Meta to delay rollout of flagship AI model nicknamed ‘Behemoth
The delay of the flagship ‘Behemoth’ large-language model is raising concerns about the direction of Meta’s multibillion-dollar AI investments.
Meta is delaying the rollout of a flagship AI model, prompting internal concerns about the direction of its multibillion-dollar AI investments, people familiar with the matter said.
Company engineers are struggling to significantly improve the capabilities of its “Behemoth” large-language model, leading to staff questions about whether improvements over prior versions are significant enough to justify public release, the people said.
Early in its development, Behemoth was internally slated for an April release to coincide with Meta’s inaugural AI conference for developers. Meta put out two smaller models in its Llama AI model family ahead of the event, but later pushed an internal target for the larger Behemoth’s release to June. Now, it’s been delayed to fall or later.
Meta has previously drawn praise for the speed with which it’s caught up to rivals in the global AI arms race– spending billions of dollars along the way to develop the technology that powers chatbots on WhatsApp, Instagram and Facebook. Meta plans to spend up to $72 billion in capital expenditures this year, much of which will be used to help realise Chief Executive Mark Zuckerberg’s grand ambitions for AI.

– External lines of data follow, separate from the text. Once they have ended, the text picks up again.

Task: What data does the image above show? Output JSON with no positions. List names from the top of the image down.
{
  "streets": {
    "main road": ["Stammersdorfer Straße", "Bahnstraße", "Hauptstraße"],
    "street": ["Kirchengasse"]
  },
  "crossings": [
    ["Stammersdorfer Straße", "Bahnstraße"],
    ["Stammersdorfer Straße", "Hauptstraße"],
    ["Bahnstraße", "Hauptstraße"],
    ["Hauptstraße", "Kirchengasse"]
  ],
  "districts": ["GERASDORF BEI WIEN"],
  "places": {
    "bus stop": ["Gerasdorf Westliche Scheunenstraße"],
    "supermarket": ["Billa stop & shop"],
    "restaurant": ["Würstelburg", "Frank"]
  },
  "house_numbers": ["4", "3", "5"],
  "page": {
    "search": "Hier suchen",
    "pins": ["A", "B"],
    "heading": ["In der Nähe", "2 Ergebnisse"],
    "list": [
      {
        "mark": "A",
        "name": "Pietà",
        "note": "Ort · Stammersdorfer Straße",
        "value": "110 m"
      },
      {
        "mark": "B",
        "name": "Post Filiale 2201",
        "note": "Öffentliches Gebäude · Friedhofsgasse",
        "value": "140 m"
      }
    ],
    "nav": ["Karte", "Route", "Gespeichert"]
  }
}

Zuckerberg and other Meta executives haven’t publicly committed to a timeline for Behemoth. The company could ultimately decide to release Behemoth sooner than expected, including by rolling out a more limited version. But Meta engineers and researchers are concerned its performance wouldn’t match public statements about its capabilities, the people said.
A Meta spokesman declined to comment.
Senior executives at the company are frustrated at the performance of the team that built the Llama 4 models and blame them for the failure to make progress on Behemoth, according to people familiar with their views. Meta is contemplating significant management changes to its AI product group as a result, the people said.
The Facebook-parent has publicly touted the capabilities of Behemoth, saying it already outperforms similar technology from OpenAI, Google and Anthropic on some tests. But internally, its performance has been hobbled by training challenges, the people said.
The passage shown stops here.